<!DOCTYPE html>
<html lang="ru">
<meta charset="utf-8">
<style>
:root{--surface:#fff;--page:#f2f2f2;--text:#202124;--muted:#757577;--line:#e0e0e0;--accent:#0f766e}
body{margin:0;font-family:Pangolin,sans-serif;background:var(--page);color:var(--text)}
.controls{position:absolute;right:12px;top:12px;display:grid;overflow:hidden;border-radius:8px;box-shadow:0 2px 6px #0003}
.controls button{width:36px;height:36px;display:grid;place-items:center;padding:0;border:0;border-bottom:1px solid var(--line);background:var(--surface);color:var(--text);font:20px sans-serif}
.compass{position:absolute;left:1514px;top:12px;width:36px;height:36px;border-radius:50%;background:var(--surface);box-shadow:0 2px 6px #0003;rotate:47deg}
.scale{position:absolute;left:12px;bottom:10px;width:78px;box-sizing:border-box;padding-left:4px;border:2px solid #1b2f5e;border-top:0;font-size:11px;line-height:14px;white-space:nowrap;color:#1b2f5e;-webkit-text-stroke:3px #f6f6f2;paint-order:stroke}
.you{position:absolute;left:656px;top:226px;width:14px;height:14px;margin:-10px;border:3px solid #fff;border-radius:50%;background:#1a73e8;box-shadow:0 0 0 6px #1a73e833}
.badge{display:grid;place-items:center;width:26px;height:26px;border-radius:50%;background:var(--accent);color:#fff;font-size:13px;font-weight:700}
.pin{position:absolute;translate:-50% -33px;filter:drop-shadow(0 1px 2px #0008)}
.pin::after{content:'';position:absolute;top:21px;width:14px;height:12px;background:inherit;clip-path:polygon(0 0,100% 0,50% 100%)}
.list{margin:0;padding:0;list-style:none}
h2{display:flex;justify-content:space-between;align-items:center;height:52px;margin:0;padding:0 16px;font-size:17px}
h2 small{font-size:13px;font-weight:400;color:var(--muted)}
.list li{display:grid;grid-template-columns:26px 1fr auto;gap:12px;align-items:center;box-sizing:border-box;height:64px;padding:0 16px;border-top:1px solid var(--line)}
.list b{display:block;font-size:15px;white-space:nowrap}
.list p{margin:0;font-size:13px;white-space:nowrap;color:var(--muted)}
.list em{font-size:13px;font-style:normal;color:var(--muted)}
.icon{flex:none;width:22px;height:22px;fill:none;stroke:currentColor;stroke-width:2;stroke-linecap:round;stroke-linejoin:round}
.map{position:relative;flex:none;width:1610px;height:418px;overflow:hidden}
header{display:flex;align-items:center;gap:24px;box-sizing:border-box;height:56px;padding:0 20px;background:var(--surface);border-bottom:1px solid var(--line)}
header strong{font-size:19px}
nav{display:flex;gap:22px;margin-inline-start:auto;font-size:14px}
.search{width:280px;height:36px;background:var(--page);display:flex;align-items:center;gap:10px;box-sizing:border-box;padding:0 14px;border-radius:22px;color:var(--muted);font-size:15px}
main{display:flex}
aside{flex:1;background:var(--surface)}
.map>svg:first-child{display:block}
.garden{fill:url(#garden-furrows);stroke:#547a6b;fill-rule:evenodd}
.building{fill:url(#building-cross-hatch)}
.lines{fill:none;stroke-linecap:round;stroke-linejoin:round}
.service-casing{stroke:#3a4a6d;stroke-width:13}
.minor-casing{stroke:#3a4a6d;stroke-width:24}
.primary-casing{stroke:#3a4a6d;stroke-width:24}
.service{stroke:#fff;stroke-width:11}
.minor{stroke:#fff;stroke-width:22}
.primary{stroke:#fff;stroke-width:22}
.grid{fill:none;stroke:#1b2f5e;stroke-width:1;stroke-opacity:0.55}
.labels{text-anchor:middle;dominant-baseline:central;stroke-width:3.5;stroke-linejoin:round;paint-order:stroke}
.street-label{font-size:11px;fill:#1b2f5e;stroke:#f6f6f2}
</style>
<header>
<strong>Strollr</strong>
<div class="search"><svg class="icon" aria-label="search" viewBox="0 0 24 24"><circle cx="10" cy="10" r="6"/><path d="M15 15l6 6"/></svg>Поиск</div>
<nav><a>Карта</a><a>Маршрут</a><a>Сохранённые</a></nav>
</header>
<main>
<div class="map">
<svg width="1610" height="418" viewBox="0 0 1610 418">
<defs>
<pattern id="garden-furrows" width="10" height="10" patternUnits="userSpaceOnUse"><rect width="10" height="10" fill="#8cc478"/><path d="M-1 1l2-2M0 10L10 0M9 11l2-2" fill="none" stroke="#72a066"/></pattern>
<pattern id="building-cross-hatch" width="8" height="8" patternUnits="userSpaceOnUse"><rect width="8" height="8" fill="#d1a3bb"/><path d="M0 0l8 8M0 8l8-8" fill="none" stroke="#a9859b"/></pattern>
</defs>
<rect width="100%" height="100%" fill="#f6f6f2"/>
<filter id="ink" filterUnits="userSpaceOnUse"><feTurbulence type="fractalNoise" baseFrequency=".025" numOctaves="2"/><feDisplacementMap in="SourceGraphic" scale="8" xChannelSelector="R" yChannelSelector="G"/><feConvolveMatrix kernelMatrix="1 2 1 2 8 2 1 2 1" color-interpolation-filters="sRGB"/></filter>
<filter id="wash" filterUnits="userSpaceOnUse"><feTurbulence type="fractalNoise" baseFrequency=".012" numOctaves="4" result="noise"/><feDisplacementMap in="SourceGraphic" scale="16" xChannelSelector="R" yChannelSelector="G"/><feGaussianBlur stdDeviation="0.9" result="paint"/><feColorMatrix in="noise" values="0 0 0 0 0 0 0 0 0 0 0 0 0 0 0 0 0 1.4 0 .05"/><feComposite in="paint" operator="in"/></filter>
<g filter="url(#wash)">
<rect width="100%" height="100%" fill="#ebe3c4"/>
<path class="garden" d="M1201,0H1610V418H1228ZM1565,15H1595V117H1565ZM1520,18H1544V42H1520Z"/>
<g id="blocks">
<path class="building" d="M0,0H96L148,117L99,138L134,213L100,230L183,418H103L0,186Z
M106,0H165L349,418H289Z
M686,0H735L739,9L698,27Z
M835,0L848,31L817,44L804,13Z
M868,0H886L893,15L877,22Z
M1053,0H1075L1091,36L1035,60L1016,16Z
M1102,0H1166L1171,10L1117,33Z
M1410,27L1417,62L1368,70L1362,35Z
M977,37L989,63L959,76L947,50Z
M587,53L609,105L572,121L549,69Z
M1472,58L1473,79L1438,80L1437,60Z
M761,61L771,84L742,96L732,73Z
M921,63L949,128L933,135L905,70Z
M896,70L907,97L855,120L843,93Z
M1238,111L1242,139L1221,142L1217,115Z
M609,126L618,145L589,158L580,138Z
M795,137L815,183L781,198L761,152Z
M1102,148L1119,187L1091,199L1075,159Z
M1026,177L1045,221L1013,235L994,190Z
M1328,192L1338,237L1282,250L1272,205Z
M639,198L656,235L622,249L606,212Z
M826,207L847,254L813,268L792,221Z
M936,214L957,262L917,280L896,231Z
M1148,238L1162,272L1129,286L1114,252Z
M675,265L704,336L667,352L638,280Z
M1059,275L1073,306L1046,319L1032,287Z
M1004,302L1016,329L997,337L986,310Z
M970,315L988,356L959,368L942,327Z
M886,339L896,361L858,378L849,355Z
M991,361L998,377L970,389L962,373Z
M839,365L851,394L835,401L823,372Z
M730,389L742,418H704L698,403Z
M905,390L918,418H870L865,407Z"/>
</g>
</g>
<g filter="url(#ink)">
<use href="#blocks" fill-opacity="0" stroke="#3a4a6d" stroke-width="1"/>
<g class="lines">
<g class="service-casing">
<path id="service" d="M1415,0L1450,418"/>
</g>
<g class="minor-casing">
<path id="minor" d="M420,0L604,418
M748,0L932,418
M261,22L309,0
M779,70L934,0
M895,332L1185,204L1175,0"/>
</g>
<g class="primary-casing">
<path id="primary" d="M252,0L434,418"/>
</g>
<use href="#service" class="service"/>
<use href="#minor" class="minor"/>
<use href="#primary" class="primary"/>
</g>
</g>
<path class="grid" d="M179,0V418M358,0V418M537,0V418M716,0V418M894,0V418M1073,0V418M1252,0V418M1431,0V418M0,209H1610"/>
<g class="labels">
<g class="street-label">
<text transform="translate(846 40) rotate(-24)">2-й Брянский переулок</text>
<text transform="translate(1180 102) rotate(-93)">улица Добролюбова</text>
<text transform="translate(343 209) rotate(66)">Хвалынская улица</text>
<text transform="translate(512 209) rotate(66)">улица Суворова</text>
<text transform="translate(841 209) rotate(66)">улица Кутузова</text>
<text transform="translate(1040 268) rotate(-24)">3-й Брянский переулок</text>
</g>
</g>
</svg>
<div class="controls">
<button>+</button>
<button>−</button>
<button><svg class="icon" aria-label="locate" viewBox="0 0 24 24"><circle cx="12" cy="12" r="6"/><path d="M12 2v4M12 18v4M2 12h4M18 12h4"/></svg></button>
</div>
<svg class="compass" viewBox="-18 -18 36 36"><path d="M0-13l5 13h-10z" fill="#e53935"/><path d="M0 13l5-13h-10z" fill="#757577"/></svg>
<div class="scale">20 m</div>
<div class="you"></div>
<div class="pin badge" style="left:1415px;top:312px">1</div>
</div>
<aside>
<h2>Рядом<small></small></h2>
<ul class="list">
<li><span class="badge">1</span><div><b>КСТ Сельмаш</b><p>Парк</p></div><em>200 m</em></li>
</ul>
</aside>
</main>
________________________________________
When a line contains the string "compass", copy it from the records.

Answer space —
.compass{position:absolute;left:1514px;top:12px;width:36px;height:36px;border-radius:50%;background:var(--surface);box-shadow:0 2px 6px #0003;rotate:47deg}
<svg class="compass" viewBox="-18 -18 36 36"><path d="M0-13l5 13h-10z" fill="#e53935"/><path d="M0 13l5-13h-10z" fill="#757577"/></svg>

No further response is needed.